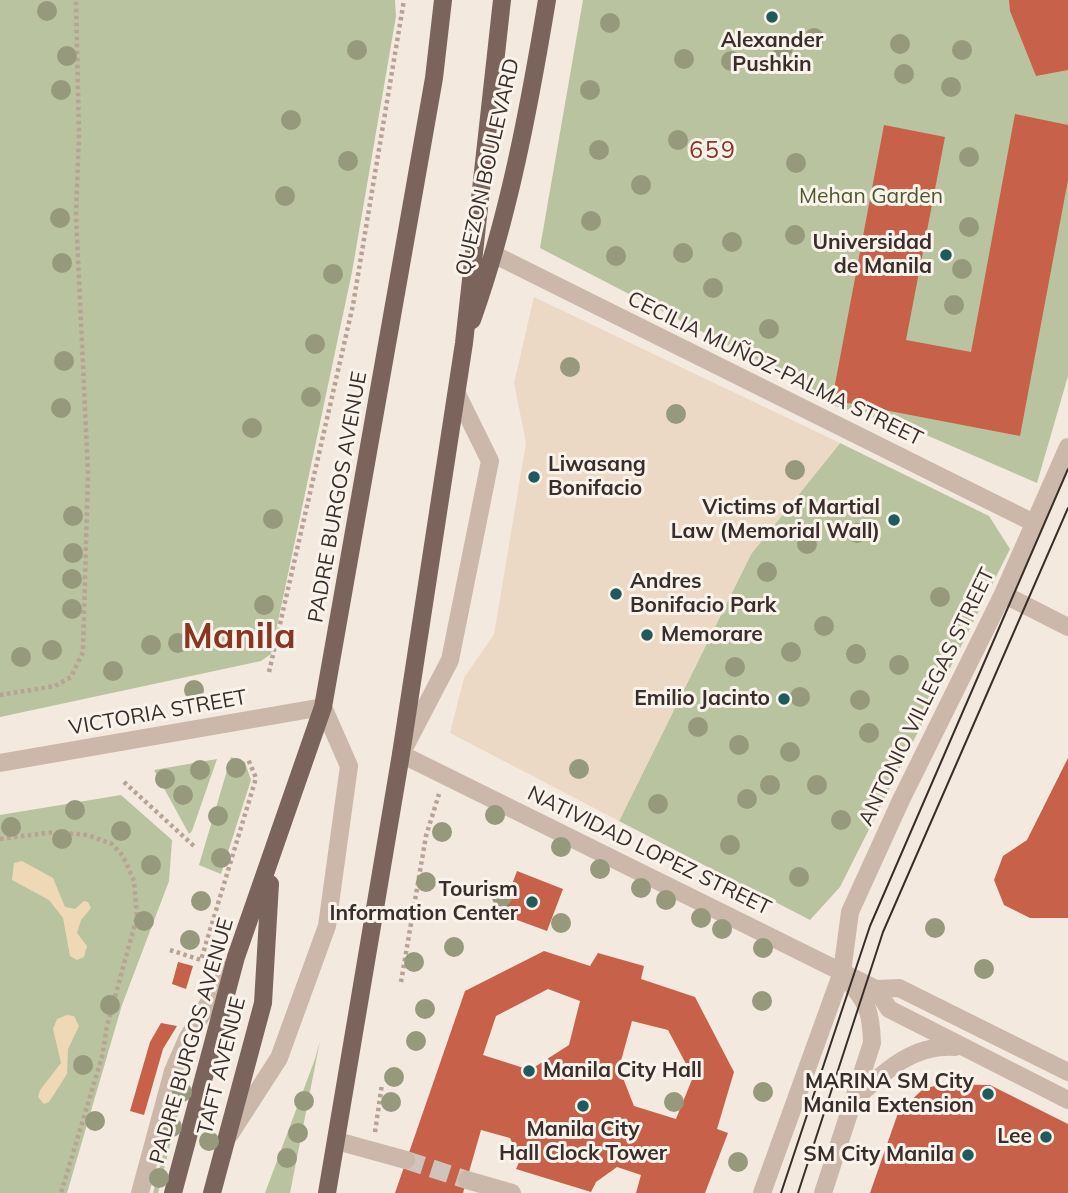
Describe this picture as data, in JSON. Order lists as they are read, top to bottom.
{
  "streets": {
    "main road": ["QUEZON BOULEVARD", "PADRE BURGOS AVENUE", "TAFT AVENUE"],
    "street": [
      "CECILIA MUÑOZ-PALMA STREET",
      "ANTONIO VILLEGAS STREET",
      "VICTORIA STREET",
      "NATIVIDAD LOPEZ STREET"
    ]
  },
  "crossings": [
    ["QUEZON BOULEVARD", "CECILIA MUÑOZ-PALMA STREET"],
    ["CECILIA MUÑOZ-PALMA STREET", "ANTONIO VILLEGAS STREET"],
    ["PADRE BURGOS AVENUE", "VICTORIA STREET"],
    ["PADRE BURGOS AVENUE", "TAFT AVENUE"],
    ["ANTONIO VILLEGAS STREET", "NATIVIDAD LOPEZ STREET"]
  ],
  "districts": ["659", "Manila"],
  "parks": ["Mehan Garden"],
  "places": [
    "Alexander Pushkin",
    "Universidad de Manila",
    "Liwasang Bonifacio",
    "Victims of Martial Law (Memorial Wall)",
    "Andres Bonifacio Park",
    "Memorare",
    "Emilio Jacinto",
    "Tourism Information Center",
    "Manila City Hall",
    "MARINA SM City Manila Extension",
    "Manila City Hall Clock Tower",
    "Lee",
    "SM City Manila"
  ]
}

______

▶ WHAT TO PRODUCE:
Lines containing the word "NATIVIDAD" are to be pulled from the records and copied.

▶ THE ANSWER:
      "NATIVIDAD LOPEZ STREET"
    ["ANTONIO VILLEGAS STREET", "NATIVIDAD LOPEZ STREET"]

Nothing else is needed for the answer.